The US ambassador to Cameroon on Friday accused government forces of carrying out “targeted killings” and other abuses in the fight against militants demanding independence for two English-speaking regions.
“On the side of the government, there have been targeted killings, detentions without access to legal support, family, or the Red Cross, and burning and looting of villages,” Ambassador Peter Barlerin said in a statement.
“On the side of the separatists,” he also stressed, “there have been murders of gendarmes, kidnapping of government officials, and burning of schools.”
The statement, which adds to warnings by rights watchdogs over abuses in the conflict, was issued after Barlerin met on Thursday with President Paul Biya.

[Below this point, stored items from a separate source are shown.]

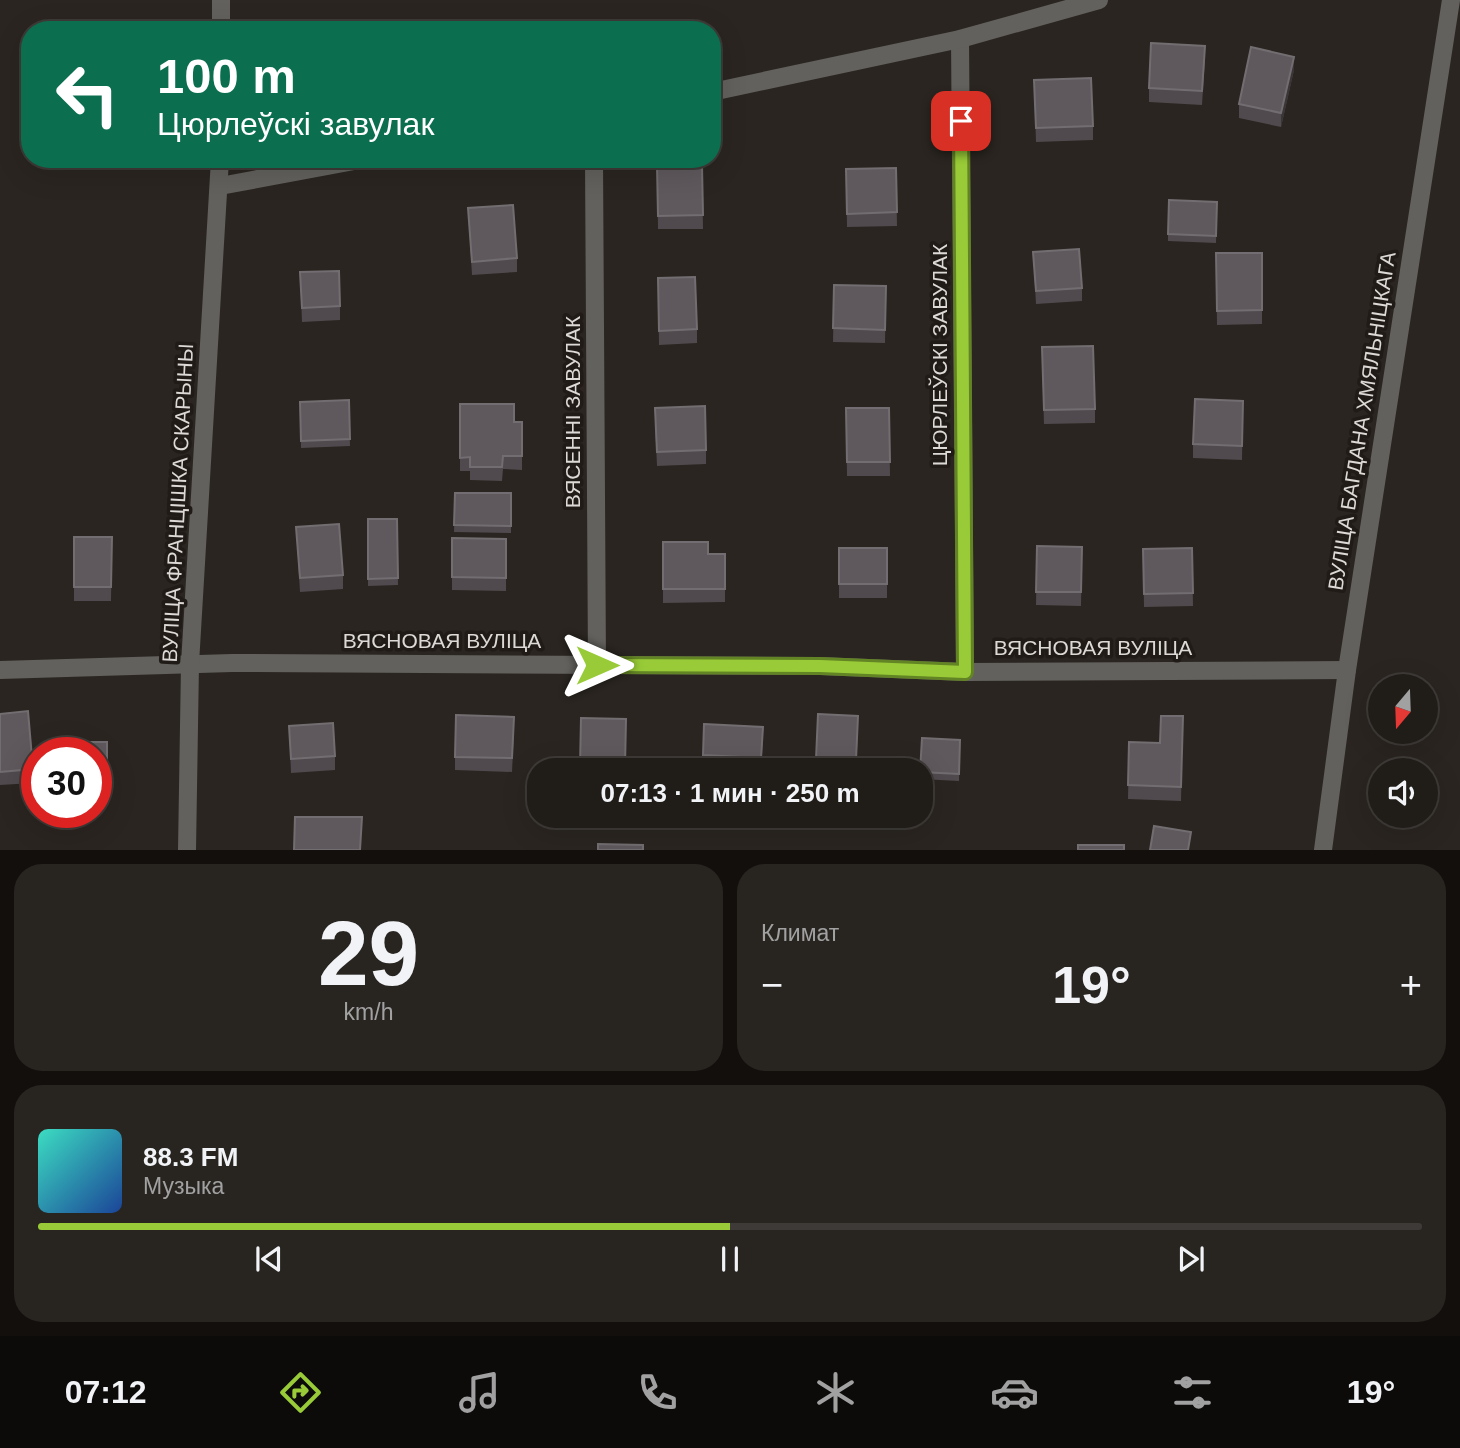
<!DOCTYPE html>
<html lang="ru">
<head>
<meta charset="utf-8">
<style>
  :root { --surface:#201c18; --page:#282521; --text:#f1f3f6; --muted:#a2a1a2; --line:#3d3a37; --accent:#98cb37 }
  body { margin:0; font-family:Arial,sans-serif; background:var(--page); color:var(--text); height:100vh; display:flex; flex-direction:column; font-size:26px; white-space:nowrap }
  * { box-sizing:border-box; margin:0 }
  p { font-size:23px; color:var(--muted) }
  .icon { flex:none; width:38px; height:38px; fill:none; stroke:currentColor; stroke-width:2; stroke-linecap:round; stroke-linejoin:round }
  .map { position:relative; height:850px; overflow:hidden }
  .side { display:flex; flex-direction:column; gap:14px; padding:14px; background:#120f0d; flex:1 }
  .side>* { flex:none }
  .top-card { position:absolute; left:21px; top:21px; width:700px; height:147px; border-radius:28px; box-shadow:0 7px 28px #0002,0 0 0 2px var(--line); background:#0b6e4f; color:#fff; overflow:hidden }
  .needle { width:46px; rotate:199deg }
  .buttons { position:absolute; left:1368px; top:674px; display:grid; gap:14px }
  .buttons a { display:grid; place-items:center; width:70px; height:70px; border-radius:50%; background:var(--surface); box-shadow:0 7px 28px #0002,0 0 0 2px var(--line); font-size:35px }
  .speed { position:absolute; left:21px; top:737px; display:flex; gap:14px; font-size:35px; font-weight:700; text-align:center }
  .speed>* { display:grid; place-content:center; width:91px; height:91px; border-radius:50%; background:var(--surface); box-shadow:0 7px 28px #0002,0 0 0 2px var(--line); line-height:1 }
  .speed .limit { border:10px solid #d22; background:#fff; color:#111 }
  .pin { position:absolute; display:grid; place-items:center; width:60px; height:60px; color:#fff; margin:-30px; border-radius:14px; box-shadow:0 4px 10px #0006 }
  .me { position:absolute; width:77px; margin:-38px; rotate:90deg; stroke-linejoin:round; filter:drop-shadow(0 0 5px #0008) }
  .turn { display:flex; align-items:center; gap:24px; height:147px; padding:0 21px; font-size:32px }
  .turn .icon { width:91px; height:91px; stroke-width:2.5 }
  .turn b { display:block; font-size:49px; line-height:60px }
  .big { font-size:52px; font-weight:600; line-height:1.1 }
  .side .widget { flex:1; display:flex; flex-direction:column; justify-content:center; gap:10px; min-width:0; padding:0 24px; border-radius:28px; background:var(--page) }
  .side .dial { align-items:center; gap:0 }
  .dial b { font-size:91px; line-height:1 }
  .song { display:flex; align-items:center; gap:21px }
  .cover { width:84px; height:84px; border-radius:10px; background:linear-gradient(135deg,hsl(170 70% 55%),hsl(220 70% 35%)) }
  .played { height:7px; border-radius:4px; background:linear-gradient(90deg,var(--accent) 50%,var(--line) 50%) }
  .keys { display:flex; justify-content:space-around; direction:ltr }
  .heat { display:flex; justify-content:space-between; align-items:center; font-size:38px; direction:ltr }
  .side .tiles { flex:1; display:grid; gap:14px; grid-template-columns:1fr 1fr }
  .widget:last-child { grid-column:span 2 }
  .trip { position:absolute; left:527px; top:758px; width:406px; height:70px; border-radius:28px; background:var(--surface); box-shadow:0 7px 28px #0002,0 0 0 2px var(--line); font-weight:600; line-height:70px; text-align:center }
  .tab-bar { display:flex; height:112px; justify-content:space-around; align-items:center; background:#0d0b0a; color:var(--muted) }
  .tab-bar .icon { width:49px; height:49px }
  .tab-bar .current { color:var(--accent) }
  .tab-bar b { font-size:32px; color:var(--text) }
  .map>svg:first-child { display:block }
</style>
</head>
<body>
<div class="map">
<svg width="1460" height="850" viewBox="0 0 1460 850">
  <rect width="100%" height="100%" fill="#2a2520"/>
  <g fill="none" stroke-linecap="round" stroke-linejoin="round">
    <g stroke="#62615d" stroke-width="18">
      <path d="M 960,39 L 965,672"/>
      <path d="M 712,92 L 960,39 L 1099,0"/>
      <path d="M 594,159 L 597,665"/>
      <path d="M 220,186 L 365,159"/>
      <path d="M 0,670 L 232,663 L 820,666 L 965,672 L 1347,670"/>
      <path d="M 1323,850 L 1347,670 L 1451,0"/>
    </g>
    <g stroke="#62615d" stroke-width="18">
      <path d="M 221,30 L 221,0"/>
      <path d="M 187,850 L 190,664 L 220,159"/>
    </g>
  </g>
  <g fill="#504a4e">
    <path d="M 1205,59 L 1202,105 L 1149,102 L 1149,88 Z"/>
    <path d="M 1294,70 L 1281,127 L 1239,118 L 1239,104 Z"/>
    <path d="M 1034,80 L 1093,126 L 1093,140 L 1036,142 Z"/>
    <path d="M 657,165 L 702,165 L 703,229 L 658,229 Z"/>
    <path d="M 896,168 L 897,226 L 847,227 L 846,169 Z"/>
    <path d="M 1217,202 L 1216,243 L 1168,241 L 1168,234 Z"/>
    <path d="M 468,208 L 517,258 L 517,272 L 472,275 Z"/>
    <path d="M 1033,252 L 1082,288 L 1082,301 L 1036,304 Z"/>
    <path d="M 1216,253 L 1262,253 L 1262,324 L 1217,325 Z"/>
    <path d="M 300,272 L 340,306 L 340,320 L 302,322 Z"/>
    <path d="M 658,278 L 697,329 L 697,343 L 659,345 Z"/>
    <path d="M 834,285 L 886,286 L 885,343 L 833,342 Z"/>
    <path d="M 1042,361 L 1095,409 L 1095,423 L 1044,424 Z"/>
    <path d="M 349,400 L 350,446 L 301,448 L 300,402 Z"/>
    <path d="M 1243,401 L 1242,460 L 1193,458 L 1193,444 Z"/>
    <path d="M 460,404 L 514,422 L 522,422 L 522,470 L 503,469 L 502,481 L 470,480 L 470,471 L 460,471 Z"/>
    <path d="M 846,408 L 889,408 L 890,476 L 847,476 Z"/>
    <path d="M 655,422 L 706,450 L 706,464 L 657,466 Z"/>
    <path d="M 455,493 L 511,493 L 511,533 L 454,532 Z"/>
    <path d="M 368,519 L 397,519 L 398,585 L 368,586 Z"/>
    <path d="M 296,527 L 343,575 L 343,589 L 300,592 Z"/>
    <path d="M 74,537 L 112,537 L 111,601 L 74,601 Z"/>
    <path d="M 452,538 L 506,539 L 506,591 L 452,590 Z"/>
    <path d="M 663,542 L 708,554 L 725,554 L 725,602 L 663,603 Z"/>
    <path d="M 1037,546 L 1082,547 L 1081,606 L 1036,605 Z"/>
    <rect x="839" y="548" width="48" height="50"/>
    <path d="M 1192,548 L 1193,606 L 1144,607 L 1143,549 Z"/>
    <path d="M 0,714 L 33,769 L 33,783 L 0,785 Z"/>
    <path d="M 1183,716 L 1181,801 L 1128,799 L 1129,742 L 1160,743 Z"/>
    <path d="M 581,718 L 626,719 L 625,770 L 580,770 Z"/>
    <path d="M 289,726 L 335,756 L 335,770 L 291,773 Z"/>
    <path d="M 858,729 L 856,770 L 816,770 L 816,759 Z"/>
    <path d="M 514,731 L 512,772 L 455,770 L 455,757 Z"/>
    <path d="M 960,740 L 959,781 L 920,779 L 920,770 Z"/>
    <path d="M 763,741 L 761,770 L 703,769 L 703,755 Z"/>
    <path d="M 107,742 L 107,799 L 96,799 L 96,752 Z"/>
  </g>
  <path fill="#3a3536" d="M 1294,57 L 1294,70 L 1281,127 L 1281,113 Z"/>
  <g fill="#5f595d" stroke="#726d70" stroke-width="2">
    <path d="M 1151,43 L 1205,46 L 1202,91 L 1149,88 Z"/>
    <path d="M 1251,47 L 1294,57 L 1281,113 L 1239,104 Z"/>
    <path d="M 1091,78 L 1093,126 L 1036,128 L 1034,80 Z"/>
    <path d="M 657,165 L 702,165 L 703,215 L 658,216 Z"/>
    <path d="M 896,168 L 897,212 L 847,214 L 846,169 Z"/>
    <path d="M 1169,200 L 1217,202 L 1216,236 L 1168,234 Z"/>
    <path d="M 513,205 L 517,258 L 472,262 L 468,208 Z"/>
    <path d="M 1079,249 L 1082,288 L 1036,291 L 1033,252 Z"/>
    <path d="M 1216,253 L 1262,253 L 1262,310 L 1217,311 Z"/>
    <path d="M 339,271 L 340,306 L 302,308 L 300,272 Z"/>
    <path d="M 695,277 L 697,329 L 659,331 L 658,278 Z"/>
    <path d="M 834,285 L 886,286 L 885,330 L 833,328 Z"/>
    <path d="M 1093,346 L 1095,409 L 1044,410 L 1042,347 Z"/>
    <path d="M 1195,399 L 1243,401 L 1242,446 L 1193,444 Z"/>
    <path d="M 349,400 L 350,439 L 301,441 L 300,402 Z"/>
    <path d="M 460,404 L 514,404 L 514,422 L 522,422 L 522,456 L 503,456 L 502,467 L 470,467 L 470,457 L 460,458 Z"/>
    <path d="M 705,406 L 706,450 L 657,452 L 655,408 Z"/>
    <path d="M 846,408 L 889,408 L 890,462 L 847,462 Z"/>
    <path d="M 455,493 L 511,493 L 511,526 L 454,525 Z"/>
    <path d="M 368,519 L 397,519 L 398,578 L 368,579 Z"/>
    <path d="M 339,524 L 343,575 L 300,578 L 296,527 Z"/>
    <path d="M 74,537 L 112,537 L 111,587 L 74,587 Z"/>
    <path d="M 452,538 L 506,539 L 506,578 L 452,577 Z"/>
    <path d="M 663,542 L 708,542 L 708,554 L 725,554 L 725,589 L 663,589 Z"/>
    <path d="M 1037,546 L 1082,547 L 1081,592 L 1036,592 Z"/>
    <rect x="839" y="548" width="48" height="36"/>
    <path d="M 1192,548 L 1193,593 L 1144,594 L 1143,549 Z"/>
    <path d="M 28,711 L 33,769 L 0,772 L 0,714 Z"/>
    <path d="M 818,714 L 858,716 L 856,760 L 816,759 Z"/>
    <path d="M 456,715 L 514,717 L 512,758 L 455,757 Z"/>
    <path d="M 1161,716 L 1183,716 L 1181,787 L 1128,785 L 1129,742 L 1160,743 Z"/>
    <path d="M 581,718 L 626,719 L 625,767 L 580,766 Z"/>
    <path d="M 333,723 L 335,756 L 291,759 L 289,726 Z"/>
    <path d="M 704,724 L 763,727 L 761,758 L 703,755 Z"/>
    <path d="M 922,738 L 960,740 L 959,774 L 920,772 Z"/>
    <path d="M 66,742 L 107,742 L 107,786 L 96,786 L 96,752 L 66,752 Z"/>
    <path d="M 295,817 L 362,817 L 360,850 L 294,850 Z"/>
    <path d="M 1154,826 L 1191,832 L 1188,850 L 1150,850 Z"/>
    <path d="M 598,844 L 643,845 L 643,850 L 598,850 Z"/>
    <rect x="1078" y="845" width="46" height="5"/>
  </g>
  <g fill="none" stroke-linecap="round" stroke-linejoin="round">
    <g stroke="#638424" stroke-width="18">
      <path id="route" d="M 597,665 L 820,666 L 965,672 L 961,121"/>
    </g>
    <use href="#route" stroke="#98cb37" stroke-width="12"/>
  </g>
  <g text-anchor="middle" stroke-width="7" stroke-linejoin="round" paint-order="stroke">
    <g font-size="21" fill="#dcd9d6" stroke="#201b17">
      <text transform="translate(940 355) rotate(-90)" y="7">ЦЮРЛЕЎСКІ ЗАВУЛАК</text>
      <text transform="translate(573 412) rotate(-90)" y="7">ВЯСЕННІ ЗАВУЛАК</text>
      <text transform="translate(1362 421) rotate(-81)" y="7">ВУЛІЦА БАГДАНА ХМЯЛЬНІЦКАГА</text>
      <text transform="translate(178 503) rotate(-87)" y="7">ВУЛІЦА ФРАНЦІШКА СКАРЫНЫ</text>
      <text x="442" y="648">ВЯСНОВАЯ ВУЛІЦА</text>
      <text x="1093" y="655">ВЯСНОВАЯ ВУЛІЦА</text>
    </g>
  </g>
</svg>
<div class="buttons">
<a><svg class="needle" viewBox="-14 -14 28 28"><path d="M0-13l5 13h-10z" fill="#e53935"/><path d="M0 13l5-13h-10z" fill="#a2a1a2"/></svg></a>
<a><svg class="icon" aria-label="sound" viewBox="0 0 24 24"><path d="M4 9h4l5-4v14l-5-4H4zM17 9q2 3 0 6"/></svg></a>
</div>
<div class="speed"><div class="limit">30</div></div>
<div class="pin" style="left:961px;top:121px;background:#d93025"><svg class="icon" aria-label="arrive" viewBox="0 0 24 24"><path d="M6 21V4h12l-3 4 3 4H6"/></svg></div>
<svg class="me" style="left:597px;top:665px" viewBox="-20 -20 40 40"><path d="M0-17L14 15 0 8-14 15z" fill="#98cb37" stroke="#fff" stroke-width="4"/></svg>
<div class="trip">07:13 · 1 мин · 250 m</div>
<div class="top-card">
<div class="turn"><svg class="icon" aria-label="left" viewBox="0 0 24 24"><path d="M17 20v-9H6M10 6l-5 5 5 5"/></svg><div><b>100 m</b>Цюрлеўскі завулак</div></div>
</div>
</div>
<section class="side">
<div class="tiles">
<div class="widget dial"><b>29</b><p>km/h</p></div>
<div class="widget"><p>Климат</p>
<div class="heat"><a>−</a><b class="big">19°</b><a>+</a></div>
</div>
<div class="widget">
<div class="song"><i class="cover"></i><div><b>88.3 FM</b><p>Музыка</p></div></div>
<div class="played"></div>
<div class="keys"><svg class="icon" aria-label="previous" viewBox="0 0 24 24"><path d="M18 5L8 12l10 7zM5 5v14"/></svg><svg class="icon" aria-label="pause" viewBox="0 0 24 24"><path d="M8 5v14M16 5v14"/></svg><svg class="icon" aria-label="next" viewBox="0 0 24 24"><path d="M6 5l10 7-10 7zM19 5v14"/></svg></div>
</div>
</div>
</section>
<nav class="tab-bar">
<b>07:12</b>
<svg class="icon current" aria-label="directions" viewBox="0 0 24 24"><path d="M12 3l9 9-9 9-9-9zM9 14v-3h6M13 9l2 2-2 2"/></svg>
<svg class="icon" aria-label="music" viewBox="0 0 24 24"><path d="M9 18V5l10-2v13"/><circle cx="6" cy="18" r="3"/><circle cx="16" cy="16" r="3"/></svg>
<svg class="icon" aria-label="phone" viewBox="0 0 24 24"><path d="M5 4h4l2 5-3 2q2 4 5 5l2-3 5 2v4C11 20 4 13 5 4z"/></svg>
<svg class="icon" aria-label="climate" viewBox="0 0 24 24"><path d="M12 3v18M4 7l16 10M4 17L20 7"/></svg>
<svg class="icon" aria-label="car" viewBox="0 0 24 24"><path d="M5 17H2v-5l4-1 3-4h7l3 4 3 1v5h-3M9 17h6M6 11h13"/><circle cx="7" cy="17" r="2"/><circle cx="17" cy="17" r="2"/></svg>
<svg class="icon" aria-label="filters" viewBox="0 0 24 24"><path d="M4 7h16M4 17h16"/><circle cx="9" cy="7" r="2"/><circle cx="15" cy="17" r="2"/></svg>
<b>19°</b>
</nav>
</body>
</html>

The crisis began in 2016, when activists in the anglophone minority, about a fifth of the country’s population of 22 million, stepped up a campaign for greater autonomy.
Biya rejected their demands, prompting radicals to make a full-blown but symbolic declaration of independence last October 1 — the starting point for armed clashes and a crackdown.
Barlerin, in his statement, called on both sides “to stop the violence immediately.”
“I asked the President to use his leadership to encourage both sides to listen to each other,” he said. “One cannot have a dialogue until both sides are willing to listen to the other’s point of view.”
Many anglophones in the Northwest and Southwest regions complain of marginalisation in education, the judiciary and the economy and having French imposed on them.
The presence of a large English-speaking minority in the centre-west African state dates back to the colonial period.
It was once a German colony that after World War I was divided between Britain and France.
In 1960, the French colony gained independence, becoming Cameroon, and the following year, the British-ruled Southern Cameroons was amalgamated into it under a federal system.
Federalism was then scrapped 11 years later for a “united republic” — a centralised system that 85-year-old Biya, in power for more than 35 years, has said will not be changed.
According to the International Crisis Group (ICG) think tank, “at least 120” civilians and “at least 43” security forces have been killed since the end of 2016.
On Tuesday, the UN’s Office for the Coordination of Humanitarian Affairs (OCHA) said around 160,000 people become internally displaced by the crisis and 20,000 had sought refuge in neighbouring Nigeria.